K______, mère du défunt, en a fait de même par pli du 12 juillet 2023.

d) Le 12 juillet 2023, A______, frère du défunt, a indiqué à la Justice de paix qu’il venait d’apprendre que les enfants de son frère C______ avaient répudié sa succession ; il venait en outre de prendre connaissance du jugement du Tribunal de première instance du 15 juin 2023 annulant celui du 11 août 2022 ordonnant la liquidation par voie de faillite de ladite succession. Avant de se déterminer sur l’acceptation de celle-ci, il souhaitait « l’établissement officiel d’un bénéfice d’inventaire ».

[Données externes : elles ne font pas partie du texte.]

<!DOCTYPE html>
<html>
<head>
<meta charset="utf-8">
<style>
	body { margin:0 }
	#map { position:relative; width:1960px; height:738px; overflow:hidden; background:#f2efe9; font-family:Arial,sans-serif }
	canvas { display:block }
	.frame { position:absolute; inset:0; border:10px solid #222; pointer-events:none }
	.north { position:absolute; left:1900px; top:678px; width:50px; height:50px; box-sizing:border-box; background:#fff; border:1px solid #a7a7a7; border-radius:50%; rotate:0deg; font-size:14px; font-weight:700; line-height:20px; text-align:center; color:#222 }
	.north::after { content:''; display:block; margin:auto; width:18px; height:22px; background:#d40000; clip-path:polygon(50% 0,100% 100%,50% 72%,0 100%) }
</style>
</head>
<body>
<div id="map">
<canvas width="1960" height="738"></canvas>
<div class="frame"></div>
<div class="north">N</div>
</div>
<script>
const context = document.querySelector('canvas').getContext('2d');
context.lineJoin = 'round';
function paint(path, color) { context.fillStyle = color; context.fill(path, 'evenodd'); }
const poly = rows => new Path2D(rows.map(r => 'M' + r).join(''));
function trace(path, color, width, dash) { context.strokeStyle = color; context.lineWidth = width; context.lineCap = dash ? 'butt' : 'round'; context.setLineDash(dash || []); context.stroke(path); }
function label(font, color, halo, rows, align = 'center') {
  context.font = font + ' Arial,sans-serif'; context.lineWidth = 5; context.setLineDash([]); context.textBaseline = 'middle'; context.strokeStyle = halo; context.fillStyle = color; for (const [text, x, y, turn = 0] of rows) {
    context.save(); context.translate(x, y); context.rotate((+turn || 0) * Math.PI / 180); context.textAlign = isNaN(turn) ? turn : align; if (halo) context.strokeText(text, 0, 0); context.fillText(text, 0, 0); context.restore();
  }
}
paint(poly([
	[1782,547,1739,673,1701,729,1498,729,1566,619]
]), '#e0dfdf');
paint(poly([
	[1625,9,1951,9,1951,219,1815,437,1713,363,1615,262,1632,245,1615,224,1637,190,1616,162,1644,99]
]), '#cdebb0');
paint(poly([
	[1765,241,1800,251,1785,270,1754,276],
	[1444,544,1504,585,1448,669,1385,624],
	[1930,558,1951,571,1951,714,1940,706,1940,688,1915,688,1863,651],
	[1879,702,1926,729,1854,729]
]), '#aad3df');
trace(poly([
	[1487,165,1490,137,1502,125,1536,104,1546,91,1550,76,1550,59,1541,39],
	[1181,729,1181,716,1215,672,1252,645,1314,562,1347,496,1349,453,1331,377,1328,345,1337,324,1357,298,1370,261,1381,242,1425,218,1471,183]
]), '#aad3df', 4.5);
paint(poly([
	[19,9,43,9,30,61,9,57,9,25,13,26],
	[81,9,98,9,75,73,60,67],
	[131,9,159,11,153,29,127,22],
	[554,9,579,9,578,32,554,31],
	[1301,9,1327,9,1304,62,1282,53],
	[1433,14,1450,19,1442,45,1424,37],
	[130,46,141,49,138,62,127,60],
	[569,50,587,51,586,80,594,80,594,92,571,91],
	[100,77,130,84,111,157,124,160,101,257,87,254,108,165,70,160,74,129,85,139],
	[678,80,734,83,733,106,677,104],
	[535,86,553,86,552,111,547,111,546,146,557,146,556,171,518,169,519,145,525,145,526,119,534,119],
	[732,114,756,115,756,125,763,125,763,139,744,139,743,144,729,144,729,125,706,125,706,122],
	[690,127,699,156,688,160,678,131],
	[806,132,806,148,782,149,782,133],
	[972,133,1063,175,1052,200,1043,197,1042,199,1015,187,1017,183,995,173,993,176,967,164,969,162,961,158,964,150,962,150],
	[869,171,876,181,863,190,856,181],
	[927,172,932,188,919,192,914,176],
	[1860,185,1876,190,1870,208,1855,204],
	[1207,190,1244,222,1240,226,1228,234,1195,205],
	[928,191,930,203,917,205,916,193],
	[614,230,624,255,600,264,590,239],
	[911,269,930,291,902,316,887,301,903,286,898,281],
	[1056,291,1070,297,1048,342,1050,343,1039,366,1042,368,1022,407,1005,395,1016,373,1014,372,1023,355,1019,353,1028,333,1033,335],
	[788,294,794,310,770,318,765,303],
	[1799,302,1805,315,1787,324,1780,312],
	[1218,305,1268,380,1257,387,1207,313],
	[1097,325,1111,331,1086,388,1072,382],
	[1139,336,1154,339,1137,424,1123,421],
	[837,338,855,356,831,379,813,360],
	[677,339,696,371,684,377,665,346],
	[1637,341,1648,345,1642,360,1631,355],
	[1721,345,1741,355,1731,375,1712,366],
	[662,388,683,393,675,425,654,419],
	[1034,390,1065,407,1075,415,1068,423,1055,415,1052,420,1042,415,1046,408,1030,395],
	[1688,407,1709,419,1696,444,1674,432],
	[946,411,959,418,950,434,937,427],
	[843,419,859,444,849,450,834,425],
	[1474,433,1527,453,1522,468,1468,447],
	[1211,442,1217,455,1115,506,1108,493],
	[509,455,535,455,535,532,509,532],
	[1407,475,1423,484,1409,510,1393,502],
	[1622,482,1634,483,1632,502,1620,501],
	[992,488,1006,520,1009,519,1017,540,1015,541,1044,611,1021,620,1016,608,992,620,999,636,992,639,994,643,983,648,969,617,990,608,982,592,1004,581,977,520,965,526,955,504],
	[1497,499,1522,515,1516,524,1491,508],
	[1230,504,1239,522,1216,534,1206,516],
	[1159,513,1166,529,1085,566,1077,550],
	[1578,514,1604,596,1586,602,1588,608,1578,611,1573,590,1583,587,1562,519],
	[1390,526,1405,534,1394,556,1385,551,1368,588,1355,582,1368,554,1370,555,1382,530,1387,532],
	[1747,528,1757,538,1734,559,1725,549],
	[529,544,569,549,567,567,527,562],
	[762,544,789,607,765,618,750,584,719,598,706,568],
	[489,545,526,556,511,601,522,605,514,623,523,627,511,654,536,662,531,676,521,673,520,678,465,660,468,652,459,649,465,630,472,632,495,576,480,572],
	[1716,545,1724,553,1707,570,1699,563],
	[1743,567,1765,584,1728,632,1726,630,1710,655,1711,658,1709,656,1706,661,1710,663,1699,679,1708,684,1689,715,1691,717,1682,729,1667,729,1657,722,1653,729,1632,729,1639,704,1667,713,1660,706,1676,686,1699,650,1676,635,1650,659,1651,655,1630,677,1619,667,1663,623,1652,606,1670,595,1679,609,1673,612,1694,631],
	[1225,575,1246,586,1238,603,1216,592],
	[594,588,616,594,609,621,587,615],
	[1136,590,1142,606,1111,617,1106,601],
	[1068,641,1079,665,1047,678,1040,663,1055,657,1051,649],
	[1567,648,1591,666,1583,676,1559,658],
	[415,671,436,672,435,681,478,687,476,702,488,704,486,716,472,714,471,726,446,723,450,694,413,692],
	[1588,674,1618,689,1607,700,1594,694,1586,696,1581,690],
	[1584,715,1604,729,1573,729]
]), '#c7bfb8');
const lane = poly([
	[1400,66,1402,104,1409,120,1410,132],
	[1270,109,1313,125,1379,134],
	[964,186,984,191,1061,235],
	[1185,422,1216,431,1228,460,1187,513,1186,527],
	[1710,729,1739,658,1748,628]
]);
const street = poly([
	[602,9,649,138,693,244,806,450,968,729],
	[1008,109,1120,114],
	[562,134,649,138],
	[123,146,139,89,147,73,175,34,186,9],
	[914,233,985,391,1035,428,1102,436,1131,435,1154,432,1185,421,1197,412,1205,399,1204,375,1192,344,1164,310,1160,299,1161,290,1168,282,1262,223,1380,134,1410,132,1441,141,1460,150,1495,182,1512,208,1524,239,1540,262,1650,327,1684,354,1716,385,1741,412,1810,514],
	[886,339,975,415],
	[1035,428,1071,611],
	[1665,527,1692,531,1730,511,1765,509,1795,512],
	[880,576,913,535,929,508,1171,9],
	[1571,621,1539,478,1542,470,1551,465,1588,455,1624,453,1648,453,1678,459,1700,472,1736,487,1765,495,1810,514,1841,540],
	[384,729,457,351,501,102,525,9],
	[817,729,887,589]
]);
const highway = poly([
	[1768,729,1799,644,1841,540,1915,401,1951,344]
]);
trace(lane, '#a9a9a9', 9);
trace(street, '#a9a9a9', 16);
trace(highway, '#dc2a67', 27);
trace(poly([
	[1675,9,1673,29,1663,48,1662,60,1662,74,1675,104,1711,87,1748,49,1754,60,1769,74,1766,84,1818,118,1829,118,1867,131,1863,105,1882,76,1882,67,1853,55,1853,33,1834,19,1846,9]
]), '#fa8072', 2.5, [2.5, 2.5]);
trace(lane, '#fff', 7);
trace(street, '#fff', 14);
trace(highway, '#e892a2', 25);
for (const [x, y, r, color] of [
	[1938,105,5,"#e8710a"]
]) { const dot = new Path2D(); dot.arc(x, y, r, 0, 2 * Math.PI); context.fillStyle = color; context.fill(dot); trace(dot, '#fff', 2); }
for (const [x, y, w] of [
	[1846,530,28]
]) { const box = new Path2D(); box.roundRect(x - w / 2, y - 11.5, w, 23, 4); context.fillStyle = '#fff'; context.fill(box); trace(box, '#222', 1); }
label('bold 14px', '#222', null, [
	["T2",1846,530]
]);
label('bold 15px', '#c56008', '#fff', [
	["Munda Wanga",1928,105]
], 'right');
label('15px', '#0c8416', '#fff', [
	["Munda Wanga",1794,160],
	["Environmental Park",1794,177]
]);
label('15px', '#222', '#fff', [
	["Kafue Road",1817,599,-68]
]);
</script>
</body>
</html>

e) Le 17 juillet 2023, la Justice de paix a répondu à A______ qu’une instruction administrative était en cours et qu’il serait tenu au courant du suivi.

Le même jour, la Justice de paix s’est adressée au Service des prestations complémentaires, à l’Administration fiscale cantonale, à l’Hospice général ainsi qu’à l’Office des poursuites afin d’obtenir des informations sur la situation personnelle de feu C______.

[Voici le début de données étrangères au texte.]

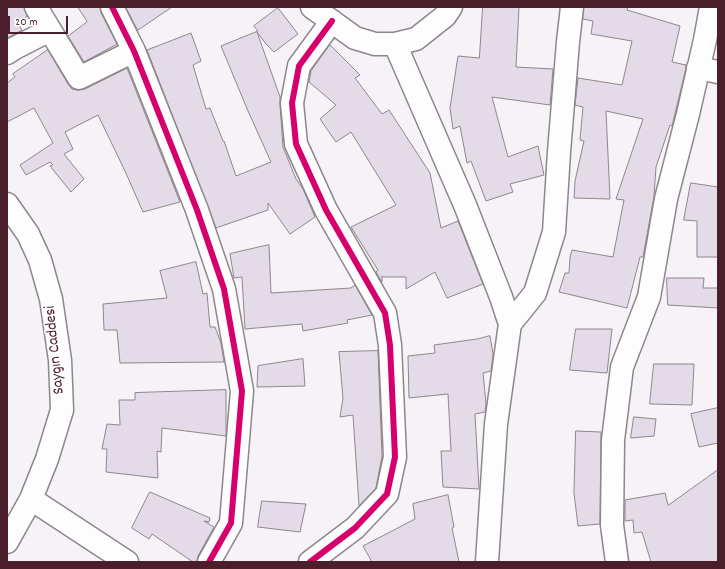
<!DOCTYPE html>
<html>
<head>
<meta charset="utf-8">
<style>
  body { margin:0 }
  #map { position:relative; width:725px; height:569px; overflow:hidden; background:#f5f2f8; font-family:Dekko,sans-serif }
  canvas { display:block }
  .frame { position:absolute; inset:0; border:8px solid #4a1f2b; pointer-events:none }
  .scale { position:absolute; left:8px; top:16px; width:60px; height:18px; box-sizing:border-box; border:2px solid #4a1f2b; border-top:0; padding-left:5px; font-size:12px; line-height:14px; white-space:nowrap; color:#4a1f2b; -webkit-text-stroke:3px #fff; paint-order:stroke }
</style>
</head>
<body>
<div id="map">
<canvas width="725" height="569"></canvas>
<div class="frame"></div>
<div class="scale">20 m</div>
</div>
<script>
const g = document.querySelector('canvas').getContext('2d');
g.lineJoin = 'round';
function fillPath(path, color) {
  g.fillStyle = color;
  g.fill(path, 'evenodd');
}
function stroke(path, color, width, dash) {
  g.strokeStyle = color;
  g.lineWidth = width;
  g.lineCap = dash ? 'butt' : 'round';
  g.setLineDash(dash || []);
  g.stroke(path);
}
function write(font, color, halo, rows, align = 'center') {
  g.font = font + ' Dekko,sans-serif';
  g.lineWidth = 3;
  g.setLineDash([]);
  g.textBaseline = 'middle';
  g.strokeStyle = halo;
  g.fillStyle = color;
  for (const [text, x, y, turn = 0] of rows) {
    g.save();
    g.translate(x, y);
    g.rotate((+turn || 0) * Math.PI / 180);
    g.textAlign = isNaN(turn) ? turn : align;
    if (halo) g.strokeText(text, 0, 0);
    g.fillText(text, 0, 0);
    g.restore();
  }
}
const building = new Path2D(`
  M7,7H24L27,16L19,25L22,30L7,38Z
  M78,7H100L101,13L117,44L84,62L68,36L87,22Z
  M126,7H172L138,30Z
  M483,7H519L516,67L553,69L550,105L492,97L508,157L538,146L544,175L510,184L513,192L486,201L471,161L467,163L460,126L453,129L450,108L458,56L479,58Z
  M584,7H628L627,10L680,26L672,62L686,65V68L672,126L670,125L656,167L654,196L643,257H640L627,308L559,292L565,273H569L570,257L572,250L613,257L624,200L616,199L643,119L606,111L610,199L574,198L575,181L584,141L580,140L583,107L575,105L578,78L622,85L632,41L591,34L593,21L583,19Z
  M278,8L298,34L274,52L266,44L257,32L280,97V104L283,147L296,179L303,189L315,217L290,234L268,203V210L216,228L147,50L191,33L201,61L193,65L206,109L210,108L223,141H224L236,176L271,162L248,111L221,46L258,31L254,26Z
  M330,45L360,75L355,78L382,114L389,110L430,173L441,228L458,221L483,284L447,298L435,272L406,289V277H383L382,276V282L376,272L378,270L351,227L396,205L351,132L336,142L320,119L336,105L309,82L311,71Z
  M48,50L68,84L72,89L78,90L85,89L127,68L180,202L143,212L125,171L98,115L65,132L73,149L64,154L84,179L71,192L50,166L53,165L50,162L26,175L20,165L53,143L34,108L7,122V83L15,77L13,74Z
  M691,183L718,187V257H697V221L684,220Z
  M269,245L271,293L351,288L355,285L372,315L347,320L348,323L303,331L302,324L245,329L242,277L234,278L230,254Z
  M196,262L203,294L207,293L210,327H215L221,343L224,362L120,363L117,330H104L103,304L167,298L160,271Z
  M667,278H704L703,288H718V308L668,305Z
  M576,329H612L607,373L570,370Z
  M490,336L493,354L491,371L483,373L486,403L485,412L475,414L479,489L443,487L441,451H451L448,394L409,398L408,356L435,353L434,345L477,339Z
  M378,351L382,456L376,488L359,506L353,415L340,417L343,398L339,352Z
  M303,359L305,386L257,387L258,366Z
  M654,364H694L692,405L650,404Z
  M226,390V436L162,428L161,452L157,451L158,478L106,472L107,449H102L107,424L120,425L119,400H135V393Z
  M718,408V443L699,447L691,414Z
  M634,417L656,419L654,436L631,438Z
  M576,431L601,432L600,524L578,526L574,493Z
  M718,470V562H651L642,532L634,533L633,520L625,521V500L665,493L668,505Z
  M150,492L210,518L209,522L204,521L214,527L198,556L197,562H193L152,534L149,539L132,528Z
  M448,495L454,527L452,528L459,562H372L363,546L415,519L413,504Z
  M262,501L306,504L300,532L258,527Z`);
const minor = new Path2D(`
  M36,7L79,78L134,51
  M112,7L134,51L197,210L224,289L242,391L231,523L209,562
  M312,7L355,38L375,44H395L416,39L445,16L451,7
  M395,44L465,205L501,297L510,324L496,424L487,562
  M7,53L13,49L50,30
  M698,68L718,72
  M7,204L28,234L40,260L51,299L60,360L62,410L47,459L31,499L7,542
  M510,324L535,293L554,232L559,152L568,42L572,7
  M31,499L127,562
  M310,562L355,528L387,494L395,457L390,345L385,313L326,210L296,144L292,103L299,66L332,21
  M617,562L612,525L613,440L622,367L649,297L666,199L688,114L705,40L711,7`);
const cycleway = new Path2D(`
  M112,7L134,51L197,210L224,289L242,391L231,523L209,562
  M310,562L355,528L387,494L395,457L390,345L385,313L326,210L296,144L292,103L299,66L332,21`);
const streetNames = [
  ["Saygın Caddesi",56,350,-96]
];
fillPath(building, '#e3dbe7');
stroke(building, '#8f868b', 1);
stroke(minor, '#8f868b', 25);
stroke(minor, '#fefdfe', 22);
stroke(cycleway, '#d6006c', 6);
write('16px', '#4a1f2b', '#fff', streetNames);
</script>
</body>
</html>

f) L’extrait du registre des poursuites du 18 juillet 2023 fait état, pour les vingt dernières années, de cinq actes de défaut de biens délivrés aux créanciers de C______ pour un montant total de 1'126'392 fr.

g) Par courrier du 9 août 2023, le conseil de B______ a informé la Justice de paix de ce que son mandant acceptait la succession de feu son frère C______. Il a relevé que A______ et lui-même étaient désormais les seuls héritiers du défunt. Selon lui, A______ tentait par tous les moyens de « gagner du temps » et il convenait que la Justice de paix tranche la question du délai tardif pour déposer une demande de bénéfice d’inventaire.

C. Par décision DJP/515/2023 du 10 août 2023, la Justice de paix a déclaré irrecevable la requête en bénéfice d’inventaire formée le 12 juillet 2023 par A______ (chiffre 1 du dispositif) et a renoncé à la perception d’un émolument de décision (ch. 2).

La Justice de paix a retenu que la requête formée par A______ était intervenue plus de trois ans après le décès de C______, respectivement « bien après la connaissance par le requérant de sa qualité d’héritier ». La requête était dès lors tardive.

D. a) Le 28 août 2023, A______ a formé appel auprès de la Cour de justice (ci-après : la Cour) contre cette décision reçue le 16 août 2023, concluant à son annulation, à ce que la requête en bénéfice d’inventaire formée le 12 juillet 2023 soit déclarée recevable et à ce que ledit bénéfice lui soit accordé. Subsidiairement, il a conclu à ce qu’un nouveau délai d’un mois pour requérir le bénéfice d’inventaire lui soit accordé, avec suite de frais à la charge de l’Etat. Il a allégué que par courrier du 21 juin 2023, versé à la procédure sous pièce 5, le conseil de B______ l’avait informé, ainsi que sa mère et ses frères J______ et A______, du fait qu’il avait « initié seul et sans autre soutien une procédure au Tribunal civil afin d’annuler la liquidation de la succession par voie de faillite ». B______ avait également transmis une copie du procès-verbal de l’audience du 15 juin 2023, tout en indiquant que le Tribunal déclarerait sous peu l’annulation de la faillite de la succession de feu C______ et la constitution d’une hoirie comprenant les héritiers légaux restants, soit la mère et les trois frères du défunt, sauf répudiation de ces derniers de la succession. B______ avait en outre indiqué que l’inventaire établi par l’Office des faillites faisait état d’actifs pour un montant de 501'021 fr. ; les passifs étaient encore incertains, mais pouvaient être estimés à 1'250'000 fr.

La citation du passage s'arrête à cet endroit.